Desde su génesis, el
Estado de la economía agroexportadora basó su financiamiento en el
endeudamiento público, principalmente externo, y la recaudación fiscal
provenía, en su mayor parte, de los impuestos a las importaciones y al consumo
interno. Sin embargo, estos aranceles eran concebidos como un recurso fiscal y
no como parte constitutiva de una política más amplia de protección e impulso a
actividades productivas con mayor valor agregado.
De esta manera, la
mayor parte de los frutos del crecimiento económico hasta la década de 1930
eran apropiados por el sector privado, evidenciado por la magra variación de
los ingresos fiscales per cápita del Estado durante la etapa agro exportadora,
todo lo cual dificultaba las inversiones públicas de infraestructura, de
carácter social y otras funciones concernientes a un Estado moderno. Se muestra
así evidente una contradicción interna del modelo agroexportador: el Estado
intentaba implementar una política librecambista pero basaba su recaudación en
la aduana, con lo cual la expansión de los ingresos públicos, bajo un sistema
impositivo fuertemente dependiente de las transacciones con el exterior,
chocaba contra los objetivos de la política económica.
La primera gran
advertencia fue la crisis de 1890, que produjo una disminución súbita de los
ingresos públicos –que dependían en un 80% de los derechos arancelarios– y
forzó la primera reforma fiscal importante. Los acreedores extranjeros exigían
el pago del servicio de la deuda externa, pero el Estado debía seguir
funcionando. Por consiguiente, el Gobierno introdujo impuestos federales sobre
numerosos bienes de consumo, incluyendo el alcohol y las bebidas alcohólicas,
tabaco y fósforos, artículos que podrían haber sido gravados por las
provincias.
Con la llegada del
radicalismo al gobierno se intentó cambiar esta estructura impositiva pero con
poca suerte. En 1919 Hipólito Yrigoyen presentó en el Congreso un proyecto de
ley de impuesto a los réditos. Para el Poder Ejecutivo, el sistema argentino
basado en los gravámenes aduaneros era deficiente y dependía, en forma
exclusiva, de los avatares del comercio exterior. Se sostenía que el nuevo
impuesto resultaba más equitativo (“la fórmula fiscal de la democracia”,
argüían algunos diputados en el debate parlamentario) y se aplicaba ya en
muchos países. De acuerdo con el proyecto, se aplicaría una cuota fija
progresiva sobre las personas físicas y jurídicas. Las sociedades anónimas y
demás comerciales y civiles tenían una tarifa especial según sus utilidades.
Pero el Congreso, dominado en el Senado por los conservadores, no aprobó esta
iniciativa, que tendía a igualar la estructura impositiva local con la que
comenzaba a imponerse en el mundo.

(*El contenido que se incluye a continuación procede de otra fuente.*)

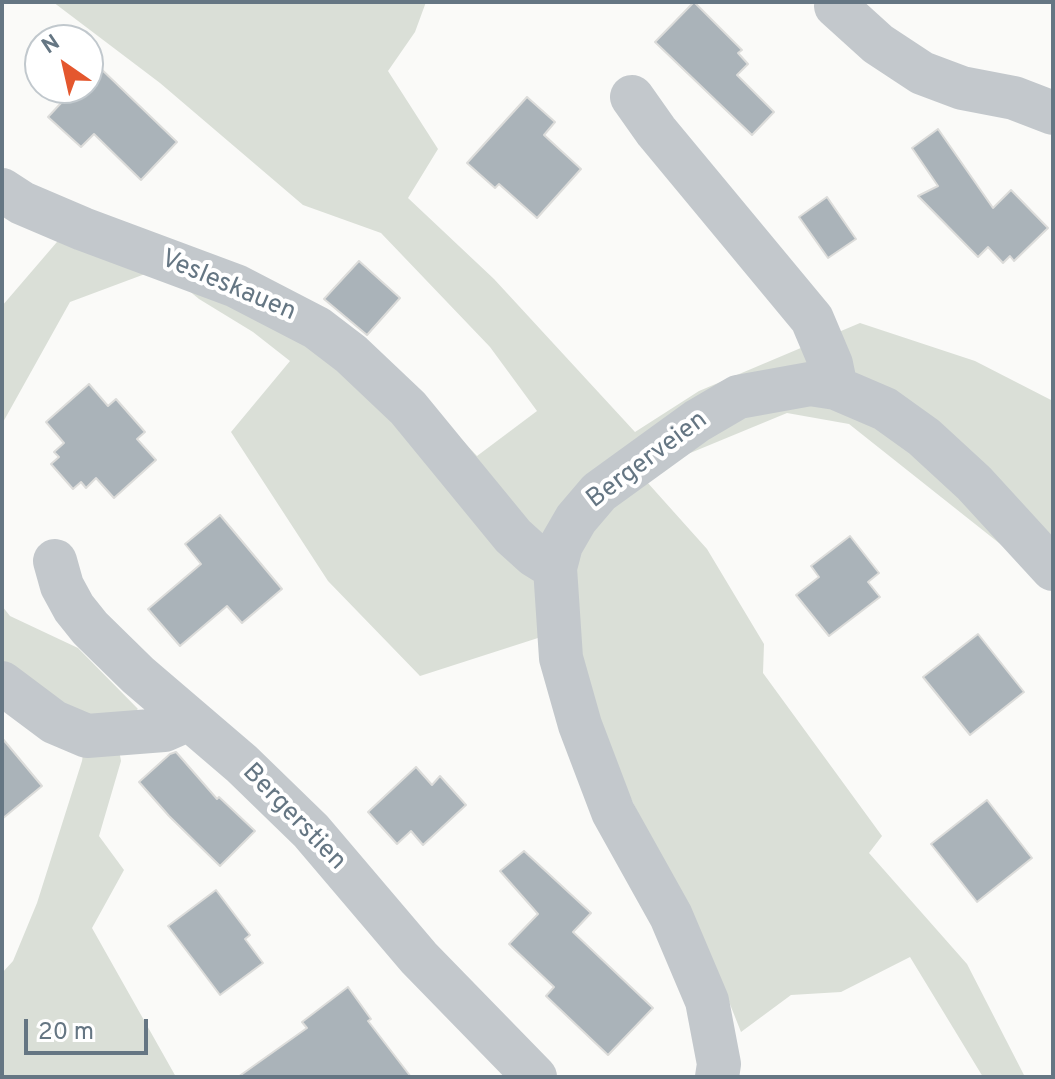 <!DOCTYPE html>
<style>
body{margin:0}
#map{position:relative;width:1055px;height:1079px;overflow:hidden;background:#fafaf8;font-family:Overpass,sans-serif}
canvas{display:block}
.frame{position:absolute;inset:0;border:4px solid #657683;pointer-events:none}
.north{position:absolute;left:24px;top:24px;width:80px;height:80px;box-sizing:border-box;background:#fff;border:2px solid #c1c8cd;border-radius:50%;rotate:326deg;font-size:22px;font-weight:700;line-height:32px;text-align:center;color:#657683}
.north::after{content:'';display:block;margin:auto;width:28px;height:36px;background:#e4572e;clip-path:polygon(50% 0,100% 100%,50% 72%,0 100%)}
.scale{position:absolute;left:24px;top:1019px;width:124px;height:36px;box-sizing:border-box;border:4px solid #657683;border-top:0;padding-left:10px;font-size:24px;line-height:28px;white-space:nowrap;color:#657683;-webkit-text-stroke:6px #fff;paint-order:stroke}
</style>
<div id="map">
<canvas width="1055" height="1079"></canvas>
<div class="frame"></div>
<div class="north">N</div>
<div class="scale">20 m</div>
</div>
<script>
const g = document.querySelector('canvas').getContext('2d');
g.lineJoin = 'round';
function paint(path, color) { g.fillStyle = color; g.fill(path, 'evenodd'); }
const poly = rows => new Path2D(rows.map(r => 'M' + r).join(''));
function trace(path, color, width, dash) { g.strokeStyle = color; g.lineWidth = width; g.lineCap = dash ? 'butt' : 'round'; g.setLineDash(dash || []); g.stroke(path); }
function drawText(font, color, halo, rows, align = 'center') {
  g.font = font + ' Overpass,sans-serif'; g.lineWidth = 8; g.setLineDash([]); g.textBaseline = 'middle'; g.strokeStyle = halo; g.fillStyle = color; for (const [text, x, y, turn = 0] of rows) {
    g.save(); g.translate(x, y); g.rotate((+turn || 0) * Math.PI / 180); g.textAlign = isNaN(turn) ? turn : align; if (halo) g.strokeText(text, 0, 0); g.fillText(text, 0, 0); g.restore();
  }
}
const green = poly([
 [53,2,426,2,415,32,388,71,438,149,408,198,494,279,635,432,699,391,860,323,975,361,1053,401,1053,592,1033,570,849,424,787,413,683,456,647,482,707,549,764,644,763,673,882,836,869,853,967,964,1025,1077,983,1077,910,957,841,992,791,995,741,1032,716,969,610,757,569,628,420,676,328,581,231,432,290,361,253,332,199,299,170,275,145,274,70,302,2,424,2,306,81,214,410,384,477,456,537,411,490,347,381,233,303,205,160,83],
 [2,606,10,616,78,648,138,709,115,727,121,761,99,836,124,870,92,928,176,1077,2,1077,2,973,13,961,37,903,82,761,87,728,2,676]
]);
const building = poly([
 [694,2,742,50,738,53,748,64,737,75,774,112,752,135,655,42,694,2],
 [97,65,177,142,141,180,94,134,81,147,48,117,75,88,88,88,88,75,97,65],
 [527,97,555,122,544,135,581,169,537,218,499,184,495,188,467,163,527,97],
 [938,129,993,208,1011,190,1048,228,1014,261,1010,256,1003,263,988,247,978,257,918,196,938,186,912,148,938,129],
 [827,197,856,239,828,258,799,217,827,197],
 [359,261,400,298,367,335,324,299,359,261],
 [89,384,108,406,116,399,145,432,137,439,156,460,114,498,96,478,86,488,81,482,73,489,51,464,59,457,54,452,64,443,46,422,89,384],
 [220,515,282,589,242,623,227,606,180,646,148,609,201,564,185,544,220,515],
 [850,536,879,573,868,582,880,597,829,636,796,595,819,577,811,566,850,536],
 [978,634,1024,692,970,735,923,677,978,634],
 [2,738,42,786,2,819,2,738],
 [176,752,217,799,219,797,255,831,220,866,169,816,139,782,170,754,176,752],
 [416,767,432,785,440,776,466,805,423,845,411,831,397,844,368,812,416,767],
 [987,800,1032,858,977,902,931,844,987,800],
 [524,851,591,913,573,932,653,1008,608,1055,546,996,554,987,509,944,538,914,500,871,524,851],
 [216,890,250,935,245,939,263,963,220,995,168,926,216,890],
 [348,987,371,1019,368,1021,411,1077,238,1077,307,1028,302,1022,348,987]
]);
const minor = poly([
 [836,6,878,44,922,73,962,88,1014,98,1053,113],
 [632,97,656,131,812,319,831,364,836,388],
 [2,190,22,203,83,229,236,286,317,328,351,354,408,408,513,536,534,555,555,568],
 [55,561,62,586,74,608,90,628,138,675,242,764,311,831,419,958,535,1077],
 [2,683,54,722,87,736,164,730,189,719],
 [717,1077,719,1064,707,1001,671,916,613,812,580,725,561,658,555,568,561,545,576,519,599,492,697,421,738,397,810,384,836,388,885,409,924,437,974,483,1053,569]
]);
const streetNames = [
 ["Vesleskauen",228,287,23],
 ["Bergerveien",648,461,-37],
 ["Bergerstien",293,818,46]
];
paint(green, '#dadfd7');
paint(building, '#aab3b9');
trace(building, '#dcdcda', 2);
trace(minor, '#c3c8cc', 44);
drawText('26px', '#657683', '#fff', streetNames);
</script>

Para el Poder Ejecutivo, el sistema
argentino basado en los gravámenes aduaneros era deficiente y dependía en forma
exclusiva de los avatares del comercio exterior. Frente a la difícil situación
financiera y el creciente déficit fiscal, su objetivo era obtener nuevos
recursos evitando cualquier reducción de gastos basada en la eliminación de
empleados públicos o en la disminución de las prestaciones sociales públicas.
Hubo que esperar la
abrupta caída del comercio internacional a partir de la crisis mundial de los
años ’30, con el consiguiente derrumbe de los ingresos fiscales debido a la
disminución de los derechos aduaneros. Esto puso en cuestión la propia
subsistencia del Estado nacional si no se modificaba la estructura tributaria y
ayuda a explicar por qué se pudo aplicar bajo un gobierno de signo conservador,
como el de Justo, y que haya sido el propio Uriburu, su antecesor, quien lo
propiciara.
Pese a ello, no todos
estaban de acuerdo con el nuevo esquema impositivo. Aun reconociendo la
importancia de gravar proporcionalmente a las personas de mayores ingresos, las
entidades empresarias, entre ellas las rurales, creían que no era la hora para
ello. “El momento de dividir (el ingreso en la sociedad) llega sólo cuando los
bienes han sido acumulados; únicamente allí la gente pobre puede beneficiarse
en el máximo grado de los esfuerzos de los más afortunados y los más
eficientes”, era el argumento utilizado entonces por la Unión Industrial
Argentina y la
Confederación Argentina del Comercio, de la Industria y de la Producción para
oponerse a las reformas tributarias que en los años ’30 buscaban gravar los
ingresos directamente.
El impuesto a los
réditos (ahora ganancias), entró en vigencia por decreto en 1932 y fue tratado,
tras la reapertura del Congreso Nacional, en la sesión de la Cámara de Diputados del 23
de abril de 1932, donde obtuvo rápidamente media sanción. En este caso, algunos
diputados proponían una tasa progresiva más elevada, de hasta el 35% de los
ingresos en las categorías más altas, y lo consideraban un cambio
revolucionario en el sistema rentístico de la nación.
En la divulgación de
sus conceptos y alcances, uno de sus autores, Félix Weil, remarca en especial
su ventaja sobre los impuestos indirectos, mucho más injustos porque gravan sin
diferenciar la situación económica de los distintos sectores de la población.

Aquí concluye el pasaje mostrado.